Par sgherardi@latribune.fr  |   |  372  mots
Par Sophie Gherardi, directrice adjointe de la rédaction de La Tribune.

Une part essentielle de notre pacte social est discutée à partir de cette semaine à l'occasion de la concertation sur les retraites. Les partenaires arrivent hérissés d'interdits : touche pas à l'âge de la retraite, disent les principaux syndicats ; touche pas aux cotisations, disent les représentants patronaux ; touche pas au montant des pensions, dit le gouvernement. Eric Woerth (54 ans) a reçu hier les chefs des cinq syndicats représentatifs des salariés (51, 53, 54, 57 et 60 ans), et ceux des trois organisations patronales (51, 62 et 65 ans).

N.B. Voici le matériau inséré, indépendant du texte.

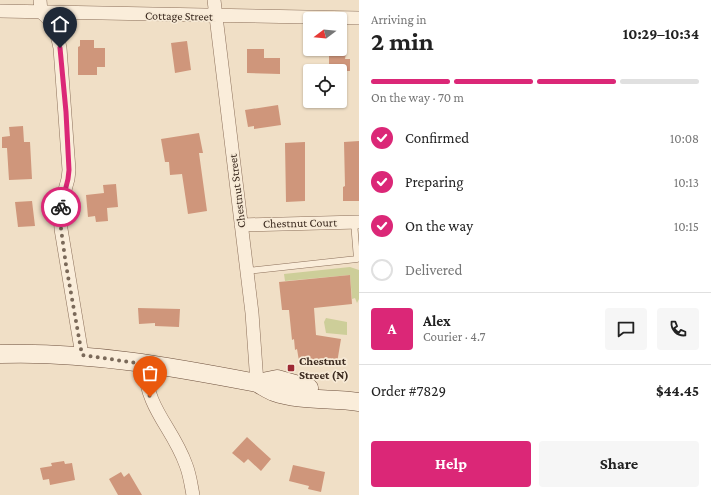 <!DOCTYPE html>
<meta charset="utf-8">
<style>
:root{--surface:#fff;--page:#f6f6f6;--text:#222;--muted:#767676;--line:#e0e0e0;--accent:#db2777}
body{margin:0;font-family:"Crimson Pro",serif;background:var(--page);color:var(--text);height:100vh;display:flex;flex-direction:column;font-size:15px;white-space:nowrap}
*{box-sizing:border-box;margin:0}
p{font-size:13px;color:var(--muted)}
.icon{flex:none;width:22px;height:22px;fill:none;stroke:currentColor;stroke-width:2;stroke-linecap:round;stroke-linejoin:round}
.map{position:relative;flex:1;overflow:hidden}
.details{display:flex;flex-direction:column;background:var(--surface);width:352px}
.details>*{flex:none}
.needle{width:26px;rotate:254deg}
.fabs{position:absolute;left:303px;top:12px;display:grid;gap:8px}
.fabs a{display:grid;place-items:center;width:44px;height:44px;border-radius:4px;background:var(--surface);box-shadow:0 1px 3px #0004;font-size:20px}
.pin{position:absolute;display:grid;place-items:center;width:34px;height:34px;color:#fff;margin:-41px -17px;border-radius:50% 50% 50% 0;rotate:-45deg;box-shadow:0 0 4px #0007}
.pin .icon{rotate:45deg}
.courier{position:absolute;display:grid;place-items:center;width:40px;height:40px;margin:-20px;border:3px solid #db2777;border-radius:50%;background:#fff;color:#222;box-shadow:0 1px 5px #0007}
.summary em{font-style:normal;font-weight:700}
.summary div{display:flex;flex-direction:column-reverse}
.summary{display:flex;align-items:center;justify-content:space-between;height:68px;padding:0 12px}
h1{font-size:26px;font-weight:700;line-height:30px}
.bar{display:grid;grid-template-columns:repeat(4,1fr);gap:6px 4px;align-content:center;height:48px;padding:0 12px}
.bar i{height:5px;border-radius:3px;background:var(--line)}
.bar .active{background:var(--accent)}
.bar p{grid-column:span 4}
.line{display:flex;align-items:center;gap:10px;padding:0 12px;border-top:1px solid var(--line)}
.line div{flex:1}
.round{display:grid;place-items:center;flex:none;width:42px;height:42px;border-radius:4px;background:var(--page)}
ol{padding:0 12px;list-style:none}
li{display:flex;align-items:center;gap:12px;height:44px}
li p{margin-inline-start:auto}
li .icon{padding:4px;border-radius:50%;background:var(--accent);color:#fff;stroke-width:4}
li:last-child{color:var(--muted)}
li i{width:22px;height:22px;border:2px solid var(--line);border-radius:50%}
.button{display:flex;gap:8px;margin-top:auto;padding:8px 12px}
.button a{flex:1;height:46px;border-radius:4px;background:var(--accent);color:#fff;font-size:16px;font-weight:700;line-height:46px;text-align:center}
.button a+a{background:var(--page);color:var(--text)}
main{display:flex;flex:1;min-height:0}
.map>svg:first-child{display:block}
</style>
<main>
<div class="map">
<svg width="359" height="495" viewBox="0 0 359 495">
<rect width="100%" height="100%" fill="#f0dfc6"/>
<path fill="#cdce99" d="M350,267L359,270V299L357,303L355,298L352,299L350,275L285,281L284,274Z
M326,318L347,322V335L326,333L324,322Z"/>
<path fill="#cf967b" d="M80,40H94V48H105V67H97V75H78V47L80,46Z
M187,41L191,70L175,73L171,43Z
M247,49H264V58H280V74L247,73Z
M329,52L346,53L345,59H350V71H329Z
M278,105L281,125L254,129V126L248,127L245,110Z
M23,126L24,142H30L32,179L9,180L7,148H2V137L10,136L9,127Z
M199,133L203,153H199L207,211L188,214L182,174L170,175L169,162H165L161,139Z
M359,141V201H343V187L345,186L344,142Z
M305,142V201L286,202L285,143Z
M116,184L118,207L107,208L108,221L96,222L95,216L88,217L86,195L104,193L103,185Z
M32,201L35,226L18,227L15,202Z
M350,275L352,304L314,308L316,335L341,339L337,363L312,359L311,363L299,361L297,349L295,350L294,339L292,340L289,310H282L279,282Z
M138,308L180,309L179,327L155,326V323L139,324Z
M247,437L271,459L261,471L248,459L244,463L232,453Z
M64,461L65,464L72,463L75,480L50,485L49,479L43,480L40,468L52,466L51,463Z
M293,465L325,472L321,492L308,489L309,486L289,481Z
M121,472L124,477L129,473L142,495H118L109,479Z"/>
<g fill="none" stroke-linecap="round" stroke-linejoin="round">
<g stroke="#8c705b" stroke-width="7">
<path id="service" d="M247,271L357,259L354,222"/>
</g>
<g stroke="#8c705b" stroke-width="14">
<path id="minor" d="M40,0L41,12C54,22 57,33 60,48L69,170L68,179L60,208L61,229L82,355
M214,0L252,313L257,383
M0,11L359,18
M241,225L359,222
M144,364C147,411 172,426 186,465C190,475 191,485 193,495"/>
</g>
<g stroke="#6e513e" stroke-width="19">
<path id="secondary" d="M0,354C87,351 173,367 257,383C263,386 268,390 274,392C299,401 333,398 359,402
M257,383L277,379L309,388"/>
</g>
<use href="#service" stroke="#faedda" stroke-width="6"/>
<use href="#minor" stroke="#faedda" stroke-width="13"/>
<use href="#secondary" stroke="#faedda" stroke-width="18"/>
</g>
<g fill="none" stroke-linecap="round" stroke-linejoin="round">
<path stroke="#7a6959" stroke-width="4" stroke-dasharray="0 7.2" d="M61,207V229L66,265L82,355L144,364L145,382L150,397"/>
<path stroke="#db2777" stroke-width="5" d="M60,48L66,112L69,170L68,179L61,207"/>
</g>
<rect fill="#9d2934" stroke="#f7ead6" stroke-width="1.5" x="287" y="364" width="8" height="8" rx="2"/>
<g text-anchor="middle" stroke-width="3.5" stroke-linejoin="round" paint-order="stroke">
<g font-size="12" fill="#3b2a1f" stroke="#f7ead6">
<text transform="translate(179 16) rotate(1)" y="4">Cottage Street</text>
<text transform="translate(237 191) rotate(-97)" y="4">Chestnut Street</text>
<text transform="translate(300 223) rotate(-1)" y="4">Chestnut Court</text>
</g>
<g font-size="12" font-weight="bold" fill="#3b2a1f" stroke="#f7ead6" text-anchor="start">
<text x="299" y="365">Chestnut<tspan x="299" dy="14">Street (N)</tspan></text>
</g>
</g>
</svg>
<div class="fabs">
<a><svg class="needle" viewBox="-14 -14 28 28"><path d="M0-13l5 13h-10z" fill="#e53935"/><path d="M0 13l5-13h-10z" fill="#767676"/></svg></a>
<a><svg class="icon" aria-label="locate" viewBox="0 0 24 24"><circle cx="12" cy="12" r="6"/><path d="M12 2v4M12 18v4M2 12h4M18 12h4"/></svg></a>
</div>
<div class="pin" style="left:150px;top:397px;background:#ea580c"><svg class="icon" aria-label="bag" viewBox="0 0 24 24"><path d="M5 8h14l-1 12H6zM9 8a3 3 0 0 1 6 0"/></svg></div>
<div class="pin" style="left:60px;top:48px;background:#1f2937"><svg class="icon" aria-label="home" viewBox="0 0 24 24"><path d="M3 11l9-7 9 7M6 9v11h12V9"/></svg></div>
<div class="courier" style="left:61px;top:207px"><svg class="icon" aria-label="bike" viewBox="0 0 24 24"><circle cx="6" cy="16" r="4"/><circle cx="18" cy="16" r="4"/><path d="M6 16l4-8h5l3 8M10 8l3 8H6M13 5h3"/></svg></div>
</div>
<section class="details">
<div class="summary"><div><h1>2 min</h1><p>Arriving in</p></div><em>10:29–10:34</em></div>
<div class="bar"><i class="active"></i><i class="active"></i><i class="active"></i><i></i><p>On the way · 70 m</p></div>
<ol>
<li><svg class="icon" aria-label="check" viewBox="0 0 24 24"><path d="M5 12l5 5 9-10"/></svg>Confirmed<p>10:08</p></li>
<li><svg class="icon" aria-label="check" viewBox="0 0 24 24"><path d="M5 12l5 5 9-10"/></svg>Preparing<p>10:13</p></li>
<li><svg class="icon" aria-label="check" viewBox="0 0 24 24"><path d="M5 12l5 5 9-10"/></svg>On the way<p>10:15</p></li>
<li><i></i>Delivered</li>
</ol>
<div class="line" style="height:72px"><b class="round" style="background:var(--accent);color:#fff">A</b><div><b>Alex</b><p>Courier · 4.7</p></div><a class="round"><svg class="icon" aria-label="chat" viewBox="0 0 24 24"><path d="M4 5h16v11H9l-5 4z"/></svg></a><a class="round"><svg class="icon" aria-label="phone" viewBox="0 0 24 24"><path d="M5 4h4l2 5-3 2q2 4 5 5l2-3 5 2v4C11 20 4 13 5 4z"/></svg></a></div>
<div class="line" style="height:52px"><div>Order #7829</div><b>$44.45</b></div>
<div class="button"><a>Help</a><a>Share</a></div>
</section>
</main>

Pourquoi mentionner l'âge des capitaines ? Simplement parce que, dans les négociations qui s'ouvrent, les principaux payeurs, numériquement parlant, ne sont pas représentés. Où sont les générations des 20, 30, 40 ans ? Pas au pouvoir, en tout cas. Or, ce qui va se décider va influer sur leur pouvoir d'achat, la durée de leur vie professionnelle et leur propre perspective de retraite. Qui défendra leurs intérêts ? La République, rétorquera-t-on, ne connaît pas de catégories, mais des citoyens qui seront tous traités avec équité. Ouais. A voir comment fonctionne la société depuis vingt ans, les jeunes générations ont des raisons de se méfier. La précarité, c'est pour elles, le chômage, c'est pour elles, les prix exorbitants du logement, c'est encore pour elles.

Les syndicats ne défendent pas les jeunes pour l'accès au marché du travail, pourquoi les défendraient-ils dans la réforme des retraites ? Les entreprises, grandes pourvoyeuses de stages gratuits et de CDD à rallonge, idem. Le gouvernement, idem. Il faudrait, comme la République romaine avait ses tribuns de la plèbe pour protéger ceux qui n'avaient pas de représentants au Sénat ou dans le patriciat, instaurer des tribuns des jeunes générations. Il est vrai que la plèbe avait obtenu qu'on lui donne des tribuns après une grave crise, en 494 avant notre ère : menacés d'esclavage pour dette, les plébéiens révoltés avaient quitté la ville et s'étaient retirés sur le mont Sacré. 2.500 ans plus tard, notre République n'a peut-être pas besoin d'attendre une révolte des jeunes pour prendre leur parti.